Lucene file format to be sorted

Source: Internet
Author: User

This is the index format generated by ipve3.0.

Table

Table B

,

C. This is an online image (because the segment of the above two tables is merged)

 

Indexes created by ipve4.9:

 

Index ):
An index in Lucene is placed in a folder.
For example, all files in the same folder constitute a Lucene index.
Segment (segment ):
An index can contain multiple segments, which are independent from each other.

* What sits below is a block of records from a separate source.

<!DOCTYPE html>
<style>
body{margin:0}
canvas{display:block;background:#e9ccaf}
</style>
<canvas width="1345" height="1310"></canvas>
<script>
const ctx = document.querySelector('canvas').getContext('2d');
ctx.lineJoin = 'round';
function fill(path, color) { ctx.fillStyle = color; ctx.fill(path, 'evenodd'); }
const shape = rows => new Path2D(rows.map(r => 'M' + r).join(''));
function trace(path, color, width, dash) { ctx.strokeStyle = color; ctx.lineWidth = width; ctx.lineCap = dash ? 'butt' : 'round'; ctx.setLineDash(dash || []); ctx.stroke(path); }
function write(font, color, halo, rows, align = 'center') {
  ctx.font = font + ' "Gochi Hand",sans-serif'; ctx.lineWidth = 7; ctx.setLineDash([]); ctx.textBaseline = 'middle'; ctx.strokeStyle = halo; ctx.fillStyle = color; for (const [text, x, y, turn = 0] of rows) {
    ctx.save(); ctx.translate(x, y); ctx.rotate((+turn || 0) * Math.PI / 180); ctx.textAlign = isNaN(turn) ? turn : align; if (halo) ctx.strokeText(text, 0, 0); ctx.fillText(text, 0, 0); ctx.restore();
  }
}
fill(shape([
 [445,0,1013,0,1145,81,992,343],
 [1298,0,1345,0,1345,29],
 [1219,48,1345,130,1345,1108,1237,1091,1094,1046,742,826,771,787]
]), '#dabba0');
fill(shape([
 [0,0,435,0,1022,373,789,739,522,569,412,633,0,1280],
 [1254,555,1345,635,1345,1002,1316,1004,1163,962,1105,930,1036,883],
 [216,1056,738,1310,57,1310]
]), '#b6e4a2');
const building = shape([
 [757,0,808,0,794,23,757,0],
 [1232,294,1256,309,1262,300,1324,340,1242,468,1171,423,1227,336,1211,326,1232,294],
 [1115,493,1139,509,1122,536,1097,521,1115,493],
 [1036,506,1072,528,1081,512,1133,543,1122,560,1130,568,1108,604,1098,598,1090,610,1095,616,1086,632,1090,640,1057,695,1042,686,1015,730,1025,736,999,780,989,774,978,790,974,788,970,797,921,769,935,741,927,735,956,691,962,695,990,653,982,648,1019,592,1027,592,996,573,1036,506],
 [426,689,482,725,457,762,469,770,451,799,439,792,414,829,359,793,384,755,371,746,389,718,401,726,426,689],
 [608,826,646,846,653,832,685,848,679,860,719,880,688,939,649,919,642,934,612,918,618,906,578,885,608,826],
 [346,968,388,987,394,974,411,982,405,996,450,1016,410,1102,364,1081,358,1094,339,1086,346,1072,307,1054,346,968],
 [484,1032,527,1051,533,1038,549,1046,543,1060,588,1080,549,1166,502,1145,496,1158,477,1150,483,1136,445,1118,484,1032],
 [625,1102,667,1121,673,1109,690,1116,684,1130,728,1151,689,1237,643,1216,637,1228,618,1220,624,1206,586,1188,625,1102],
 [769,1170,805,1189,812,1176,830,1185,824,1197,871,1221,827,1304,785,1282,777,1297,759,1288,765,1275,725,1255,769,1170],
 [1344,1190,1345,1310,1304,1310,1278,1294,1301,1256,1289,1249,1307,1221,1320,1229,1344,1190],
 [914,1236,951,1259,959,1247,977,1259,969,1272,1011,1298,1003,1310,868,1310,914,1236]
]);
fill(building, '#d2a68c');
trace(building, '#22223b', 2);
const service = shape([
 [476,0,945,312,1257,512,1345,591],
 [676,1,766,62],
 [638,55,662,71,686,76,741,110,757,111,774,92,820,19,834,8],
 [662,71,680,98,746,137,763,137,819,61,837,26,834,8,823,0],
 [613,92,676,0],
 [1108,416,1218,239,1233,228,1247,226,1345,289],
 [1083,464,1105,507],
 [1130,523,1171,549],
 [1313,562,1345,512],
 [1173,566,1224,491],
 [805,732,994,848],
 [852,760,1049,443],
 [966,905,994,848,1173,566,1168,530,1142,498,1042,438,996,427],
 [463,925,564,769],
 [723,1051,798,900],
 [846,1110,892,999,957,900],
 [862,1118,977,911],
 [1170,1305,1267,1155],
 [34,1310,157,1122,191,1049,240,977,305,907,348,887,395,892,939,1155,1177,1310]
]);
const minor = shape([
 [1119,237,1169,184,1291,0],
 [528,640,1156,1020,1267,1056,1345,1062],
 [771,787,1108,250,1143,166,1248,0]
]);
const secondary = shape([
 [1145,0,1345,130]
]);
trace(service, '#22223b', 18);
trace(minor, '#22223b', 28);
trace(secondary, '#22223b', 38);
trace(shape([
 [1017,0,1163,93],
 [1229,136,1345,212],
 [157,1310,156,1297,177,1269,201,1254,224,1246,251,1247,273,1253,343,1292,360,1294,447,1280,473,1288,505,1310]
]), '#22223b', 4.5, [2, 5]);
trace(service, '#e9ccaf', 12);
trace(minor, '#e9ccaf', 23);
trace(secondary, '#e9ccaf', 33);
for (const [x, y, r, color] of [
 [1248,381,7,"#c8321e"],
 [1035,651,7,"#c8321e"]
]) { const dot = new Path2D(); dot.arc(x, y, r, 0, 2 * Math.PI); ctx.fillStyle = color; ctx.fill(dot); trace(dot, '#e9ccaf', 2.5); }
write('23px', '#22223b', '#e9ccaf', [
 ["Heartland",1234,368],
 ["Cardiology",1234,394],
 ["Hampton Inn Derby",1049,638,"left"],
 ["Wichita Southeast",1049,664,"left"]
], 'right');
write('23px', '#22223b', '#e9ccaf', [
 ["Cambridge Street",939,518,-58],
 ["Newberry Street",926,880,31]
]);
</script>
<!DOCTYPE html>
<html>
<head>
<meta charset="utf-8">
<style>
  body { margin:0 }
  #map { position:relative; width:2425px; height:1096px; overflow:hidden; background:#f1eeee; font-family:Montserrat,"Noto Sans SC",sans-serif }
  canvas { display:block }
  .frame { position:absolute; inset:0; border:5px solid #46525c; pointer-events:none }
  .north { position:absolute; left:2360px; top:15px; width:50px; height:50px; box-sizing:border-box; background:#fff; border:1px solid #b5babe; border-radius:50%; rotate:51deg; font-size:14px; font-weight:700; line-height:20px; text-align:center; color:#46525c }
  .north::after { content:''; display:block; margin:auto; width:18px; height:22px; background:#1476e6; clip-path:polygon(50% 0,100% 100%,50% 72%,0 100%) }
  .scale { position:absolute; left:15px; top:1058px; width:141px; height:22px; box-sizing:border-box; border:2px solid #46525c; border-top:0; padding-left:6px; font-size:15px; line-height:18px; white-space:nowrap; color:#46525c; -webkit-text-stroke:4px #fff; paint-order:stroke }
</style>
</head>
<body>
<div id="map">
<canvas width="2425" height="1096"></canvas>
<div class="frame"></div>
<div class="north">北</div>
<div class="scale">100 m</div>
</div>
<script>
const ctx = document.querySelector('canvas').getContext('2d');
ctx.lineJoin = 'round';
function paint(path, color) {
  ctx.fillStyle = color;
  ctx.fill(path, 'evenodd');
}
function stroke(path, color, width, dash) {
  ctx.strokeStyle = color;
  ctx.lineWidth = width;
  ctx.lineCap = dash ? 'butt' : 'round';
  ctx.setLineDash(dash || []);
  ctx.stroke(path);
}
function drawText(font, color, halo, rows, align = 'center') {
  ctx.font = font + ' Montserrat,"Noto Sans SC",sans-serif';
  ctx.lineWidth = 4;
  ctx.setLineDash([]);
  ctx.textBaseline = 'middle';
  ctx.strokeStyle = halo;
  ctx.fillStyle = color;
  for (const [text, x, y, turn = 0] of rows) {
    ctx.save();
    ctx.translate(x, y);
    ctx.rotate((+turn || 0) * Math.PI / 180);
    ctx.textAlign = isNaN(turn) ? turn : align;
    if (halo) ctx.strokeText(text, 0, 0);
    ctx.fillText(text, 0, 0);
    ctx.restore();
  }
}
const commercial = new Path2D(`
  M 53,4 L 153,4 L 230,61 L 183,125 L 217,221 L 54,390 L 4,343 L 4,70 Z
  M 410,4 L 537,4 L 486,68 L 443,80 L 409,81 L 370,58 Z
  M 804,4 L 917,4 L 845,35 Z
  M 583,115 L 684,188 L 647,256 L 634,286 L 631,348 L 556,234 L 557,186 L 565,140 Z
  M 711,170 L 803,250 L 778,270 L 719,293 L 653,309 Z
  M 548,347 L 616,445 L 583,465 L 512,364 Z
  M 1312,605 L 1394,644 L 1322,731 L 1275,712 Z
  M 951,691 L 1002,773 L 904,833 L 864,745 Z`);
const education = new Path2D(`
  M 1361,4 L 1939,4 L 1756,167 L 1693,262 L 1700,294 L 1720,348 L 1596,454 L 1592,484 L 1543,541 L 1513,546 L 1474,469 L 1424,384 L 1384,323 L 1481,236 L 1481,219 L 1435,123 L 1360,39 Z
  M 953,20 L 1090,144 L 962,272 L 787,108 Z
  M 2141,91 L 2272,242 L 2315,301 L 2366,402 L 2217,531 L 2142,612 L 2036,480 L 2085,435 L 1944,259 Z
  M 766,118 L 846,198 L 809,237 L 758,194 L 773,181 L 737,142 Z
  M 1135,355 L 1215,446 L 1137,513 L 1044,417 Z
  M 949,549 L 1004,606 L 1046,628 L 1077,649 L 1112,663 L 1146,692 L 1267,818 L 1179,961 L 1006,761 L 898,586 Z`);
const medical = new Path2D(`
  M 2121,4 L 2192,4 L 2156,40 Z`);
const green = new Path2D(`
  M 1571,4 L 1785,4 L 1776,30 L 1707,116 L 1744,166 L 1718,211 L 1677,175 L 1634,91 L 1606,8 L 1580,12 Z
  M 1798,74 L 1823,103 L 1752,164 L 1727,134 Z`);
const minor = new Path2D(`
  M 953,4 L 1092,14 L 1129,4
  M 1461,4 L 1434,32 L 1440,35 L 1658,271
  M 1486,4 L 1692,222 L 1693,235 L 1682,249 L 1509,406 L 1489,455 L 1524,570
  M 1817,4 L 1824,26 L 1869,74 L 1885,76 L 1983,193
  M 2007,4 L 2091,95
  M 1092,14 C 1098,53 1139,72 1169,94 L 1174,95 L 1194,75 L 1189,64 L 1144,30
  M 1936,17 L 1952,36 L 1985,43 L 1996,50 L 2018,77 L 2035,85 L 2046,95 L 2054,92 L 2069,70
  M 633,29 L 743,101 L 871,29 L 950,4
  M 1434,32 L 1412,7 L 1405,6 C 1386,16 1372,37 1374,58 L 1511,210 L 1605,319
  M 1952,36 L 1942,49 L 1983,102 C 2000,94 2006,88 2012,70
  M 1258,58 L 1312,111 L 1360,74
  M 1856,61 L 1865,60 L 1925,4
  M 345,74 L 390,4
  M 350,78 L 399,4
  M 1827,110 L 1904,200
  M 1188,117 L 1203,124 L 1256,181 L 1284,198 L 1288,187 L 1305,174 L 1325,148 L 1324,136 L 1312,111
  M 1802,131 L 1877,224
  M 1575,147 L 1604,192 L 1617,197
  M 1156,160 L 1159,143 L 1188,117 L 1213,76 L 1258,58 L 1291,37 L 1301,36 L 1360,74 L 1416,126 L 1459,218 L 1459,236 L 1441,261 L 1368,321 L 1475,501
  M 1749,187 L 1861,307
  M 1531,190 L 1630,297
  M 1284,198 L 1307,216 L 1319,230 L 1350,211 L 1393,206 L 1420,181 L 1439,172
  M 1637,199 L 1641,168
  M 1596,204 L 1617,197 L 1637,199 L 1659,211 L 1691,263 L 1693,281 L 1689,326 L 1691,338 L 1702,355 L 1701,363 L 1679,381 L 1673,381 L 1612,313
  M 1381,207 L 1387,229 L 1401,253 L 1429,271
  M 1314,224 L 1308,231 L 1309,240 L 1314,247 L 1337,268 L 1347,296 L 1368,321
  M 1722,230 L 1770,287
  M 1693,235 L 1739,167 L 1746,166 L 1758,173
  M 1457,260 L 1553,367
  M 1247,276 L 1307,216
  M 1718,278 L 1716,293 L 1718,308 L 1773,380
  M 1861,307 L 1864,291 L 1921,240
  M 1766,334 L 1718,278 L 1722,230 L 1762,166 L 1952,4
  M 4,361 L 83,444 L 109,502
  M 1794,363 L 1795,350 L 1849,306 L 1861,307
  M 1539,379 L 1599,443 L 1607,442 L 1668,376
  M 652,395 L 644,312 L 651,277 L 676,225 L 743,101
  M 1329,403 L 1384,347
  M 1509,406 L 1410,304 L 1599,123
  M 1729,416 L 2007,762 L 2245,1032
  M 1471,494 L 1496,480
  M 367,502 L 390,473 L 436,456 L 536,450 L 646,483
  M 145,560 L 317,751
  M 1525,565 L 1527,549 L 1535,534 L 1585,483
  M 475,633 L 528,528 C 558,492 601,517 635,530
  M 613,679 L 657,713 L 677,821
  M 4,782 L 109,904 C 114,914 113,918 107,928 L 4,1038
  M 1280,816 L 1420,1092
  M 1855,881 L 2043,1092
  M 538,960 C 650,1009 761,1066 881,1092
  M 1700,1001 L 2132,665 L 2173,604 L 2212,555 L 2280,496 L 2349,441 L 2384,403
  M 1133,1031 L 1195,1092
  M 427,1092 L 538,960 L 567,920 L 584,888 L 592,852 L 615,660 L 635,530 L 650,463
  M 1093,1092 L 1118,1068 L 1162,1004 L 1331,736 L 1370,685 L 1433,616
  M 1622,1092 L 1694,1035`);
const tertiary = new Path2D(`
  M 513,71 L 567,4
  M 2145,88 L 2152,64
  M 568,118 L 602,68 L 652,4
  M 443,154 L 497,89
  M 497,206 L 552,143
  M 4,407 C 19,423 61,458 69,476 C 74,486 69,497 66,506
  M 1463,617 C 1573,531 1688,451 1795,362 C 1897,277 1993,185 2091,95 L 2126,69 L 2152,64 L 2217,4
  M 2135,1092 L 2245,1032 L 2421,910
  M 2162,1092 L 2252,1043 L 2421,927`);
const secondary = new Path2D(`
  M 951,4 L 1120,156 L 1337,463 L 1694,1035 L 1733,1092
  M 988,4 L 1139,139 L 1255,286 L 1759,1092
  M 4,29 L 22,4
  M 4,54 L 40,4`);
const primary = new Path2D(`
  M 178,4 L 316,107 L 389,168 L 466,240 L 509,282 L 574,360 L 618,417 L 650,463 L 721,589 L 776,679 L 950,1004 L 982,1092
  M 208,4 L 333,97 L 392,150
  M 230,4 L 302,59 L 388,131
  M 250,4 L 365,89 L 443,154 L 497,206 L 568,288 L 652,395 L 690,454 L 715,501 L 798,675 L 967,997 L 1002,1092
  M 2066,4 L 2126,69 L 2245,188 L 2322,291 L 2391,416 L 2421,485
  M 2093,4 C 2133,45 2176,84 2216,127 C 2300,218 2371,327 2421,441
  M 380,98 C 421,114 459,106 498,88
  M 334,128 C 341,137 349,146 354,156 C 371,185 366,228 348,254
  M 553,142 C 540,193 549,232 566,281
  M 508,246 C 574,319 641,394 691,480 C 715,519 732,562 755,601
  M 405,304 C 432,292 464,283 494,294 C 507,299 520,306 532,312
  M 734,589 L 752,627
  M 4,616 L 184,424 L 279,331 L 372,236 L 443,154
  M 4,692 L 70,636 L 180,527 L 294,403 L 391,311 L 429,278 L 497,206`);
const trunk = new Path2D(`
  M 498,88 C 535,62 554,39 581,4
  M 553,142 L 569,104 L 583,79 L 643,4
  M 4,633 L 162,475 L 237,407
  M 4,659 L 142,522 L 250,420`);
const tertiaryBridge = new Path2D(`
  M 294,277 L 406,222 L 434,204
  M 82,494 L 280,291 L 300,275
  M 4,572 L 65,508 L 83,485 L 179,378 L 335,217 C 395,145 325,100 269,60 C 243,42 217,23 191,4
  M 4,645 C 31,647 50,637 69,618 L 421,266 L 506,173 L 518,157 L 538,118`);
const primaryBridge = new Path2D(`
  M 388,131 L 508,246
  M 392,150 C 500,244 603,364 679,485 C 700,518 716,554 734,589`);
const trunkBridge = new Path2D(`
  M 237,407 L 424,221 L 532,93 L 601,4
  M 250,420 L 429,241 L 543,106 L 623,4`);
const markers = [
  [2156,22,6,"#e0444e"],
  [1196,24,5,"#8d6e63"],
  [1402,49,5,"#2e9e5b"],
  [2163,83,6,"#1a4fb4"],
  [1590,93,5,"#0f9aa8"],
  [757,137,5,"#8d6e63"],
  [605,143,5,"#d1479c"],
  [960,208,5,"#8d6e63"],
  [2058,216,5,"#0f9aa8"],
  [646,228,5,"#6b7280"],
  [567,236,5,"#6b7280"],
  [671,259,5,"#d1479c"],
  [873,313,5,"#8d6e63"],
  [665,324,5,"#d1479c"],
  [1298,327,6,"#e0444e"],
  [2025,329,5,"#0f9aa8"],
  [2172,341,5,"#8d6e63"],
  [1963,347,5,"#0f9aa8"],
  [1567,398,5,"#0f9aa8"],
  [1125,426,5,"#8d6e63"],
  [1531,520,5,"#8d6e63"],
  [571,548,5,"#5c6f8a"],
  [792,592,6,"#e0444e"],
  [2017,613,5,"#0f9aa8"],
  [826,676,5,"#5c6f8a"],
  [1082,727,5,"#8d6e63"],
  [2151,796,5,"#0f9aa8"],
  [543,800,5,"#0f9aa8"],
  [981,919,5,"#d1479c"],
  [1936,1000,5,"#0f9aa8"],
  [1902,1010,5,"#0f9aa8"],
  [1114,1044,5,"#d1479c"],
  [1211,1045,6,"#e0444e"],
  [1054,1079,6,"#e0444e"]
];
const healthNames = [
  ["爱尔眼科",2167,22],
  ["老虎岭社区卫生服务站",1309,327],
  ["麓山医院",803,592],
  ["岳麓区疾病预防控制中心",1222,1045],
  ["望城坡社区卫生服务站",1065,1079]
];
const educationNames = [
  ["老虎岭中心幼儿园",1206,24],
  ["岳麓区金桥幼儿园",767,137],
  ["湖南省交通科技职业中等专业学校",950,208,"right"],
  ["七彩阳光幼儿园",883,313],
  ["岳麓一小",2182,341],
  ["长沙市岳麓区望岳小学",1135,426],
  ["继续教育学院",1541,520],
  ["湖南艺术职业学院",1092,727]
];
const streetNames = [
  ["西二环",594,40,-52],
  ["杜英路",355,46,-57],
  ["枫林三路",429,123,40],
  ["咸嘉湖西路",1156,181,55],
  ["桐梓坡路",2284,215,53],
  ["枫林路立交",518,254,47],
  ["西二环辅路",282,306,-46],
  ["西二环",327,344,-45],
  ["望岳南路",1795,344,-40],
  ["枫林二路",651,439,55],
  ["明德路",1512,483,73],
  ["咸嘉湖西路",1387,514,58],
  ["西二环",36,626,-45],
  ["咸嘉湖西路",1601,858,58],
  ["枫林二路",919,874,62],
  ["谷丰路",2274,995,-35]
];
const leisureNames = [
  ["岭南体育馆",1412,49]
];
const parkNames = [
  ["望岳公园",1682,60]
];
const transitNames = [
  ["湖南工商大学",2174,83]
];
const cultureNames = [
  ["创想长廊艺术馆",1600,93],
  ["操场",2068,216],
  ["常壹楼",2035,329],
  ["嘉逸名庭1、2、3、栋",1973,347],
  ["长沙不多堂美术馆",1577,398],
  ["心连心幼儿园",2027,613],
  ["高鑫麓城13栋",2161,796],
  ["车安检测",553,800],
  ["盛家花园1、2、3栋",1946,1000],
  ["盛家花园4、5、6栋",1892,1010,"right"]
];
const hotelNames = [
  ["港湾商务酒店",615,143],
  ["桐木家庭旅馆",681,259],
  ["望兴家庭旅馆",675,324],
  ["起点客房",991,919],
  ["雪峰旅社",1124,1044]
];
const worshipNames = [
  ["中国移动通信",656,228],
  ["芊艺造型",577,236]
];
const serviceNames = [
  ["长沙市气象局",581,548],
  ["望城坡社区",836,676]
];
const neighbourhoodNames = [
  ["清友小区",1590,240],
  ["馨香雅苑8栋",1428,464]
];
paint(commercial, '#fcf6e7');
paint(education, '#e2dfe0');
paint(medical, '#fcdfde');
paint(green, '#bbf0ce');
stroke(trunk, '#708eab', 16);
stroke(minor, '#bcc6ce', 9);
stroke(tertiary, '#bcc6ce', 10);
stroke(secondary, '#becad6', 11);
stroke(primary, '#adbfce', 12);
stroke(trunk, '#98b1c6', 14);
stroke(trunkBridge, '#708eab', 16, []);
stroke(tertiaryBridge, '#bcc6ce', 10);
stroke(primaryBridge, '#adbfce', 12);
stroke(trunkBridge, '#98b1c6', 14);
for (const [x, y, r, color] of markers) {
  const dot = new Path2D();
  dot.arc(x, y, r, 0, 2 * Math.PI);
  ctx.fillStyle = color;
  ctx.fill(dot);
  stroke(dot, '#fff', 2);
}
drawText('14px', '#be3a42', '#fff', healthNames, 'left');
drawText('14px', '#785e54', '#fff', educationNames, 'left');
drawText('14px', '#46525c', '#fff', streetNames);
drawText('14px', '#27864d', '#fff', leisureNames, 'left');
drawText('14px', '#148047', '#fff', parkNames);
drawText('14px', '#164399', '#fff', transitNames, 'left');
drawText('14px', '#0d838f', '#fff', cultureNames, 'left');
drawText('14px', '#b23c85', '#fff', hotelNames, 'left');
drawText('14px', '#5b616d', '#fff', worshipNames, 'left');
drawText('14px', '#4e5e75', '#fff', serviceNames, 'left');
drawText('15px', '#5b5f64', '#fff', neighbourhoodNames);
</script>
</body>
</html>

You can add new documents to generate new segments and merge different segments.
For example, if a file with the same prefix belongs to the same segment, the following two segments are displayed: "_ 0" and "_ 1 ".
Segments. Gen and segments_5 are metadata files of segments, that is, they save the attribute information of segments.
Document ):
Documents are the basic unit for indexing. Different documents are stored in different segments. A segment can contain multiple documents.
Newly Added documents are stored separately in a new segment. As the segments are merged, different documents are merged into the same segment.
Field ):
A document contains different types of information and can be indexed separately, such as the title, time, body, and author, and can be stored in different fields.
The indexing methods of different domains can be different. We will explain in detail when actually parsing domain storage.
Term ):
The word is the smallest unit of the index and is a string after lexical analysis and language processing.

 

Abbreviated File Format

. FDT field data

. Fdx field Index

. FNM field name

. Frq Frequencies

. NRM norms

. PRx proxfile

. Tii term info Index

. Tis term Infos

Segments. gen

Segments_n

 

The so-called positive information:

  • The link from index to word inclusion is saved hierarchically: index> segment> document> Field) -> term)
  • That is, this index contains those segments, each of which contains those documents, each document contains those fields, and each domain contains those words.
  • Since it is a hierarchical structure, each layer stores the information of this level and the meta information of the next level, that is, attribute information, such as a book about Chinese Geography, first, we should introduce the general situation of Chinese Geography and the number of provinces in China. Each province will introduce the basic situation of this province and the number of cities in it, each city introduces the basic situation of the city and the number of counties it contains. Each County details the specific situation of each county.
  • For example, the following files contain forward information:
    • Segments_n stores the number of segments contained in the index and the number of documents contained in each segment.
    • . FNM stores the number of domains in this segment, the names of each domain, and the indexing method.
    • . Fdx and. FDT save all the documents contained in this section, the number of fields contained in each document, and the information stored in each domain.
    • . Tvx,. TVD, And. tvf Save the number of documents contained in this section, the number of fields contained in each document, the number of words contained in each field, the string and position of each word, and other information.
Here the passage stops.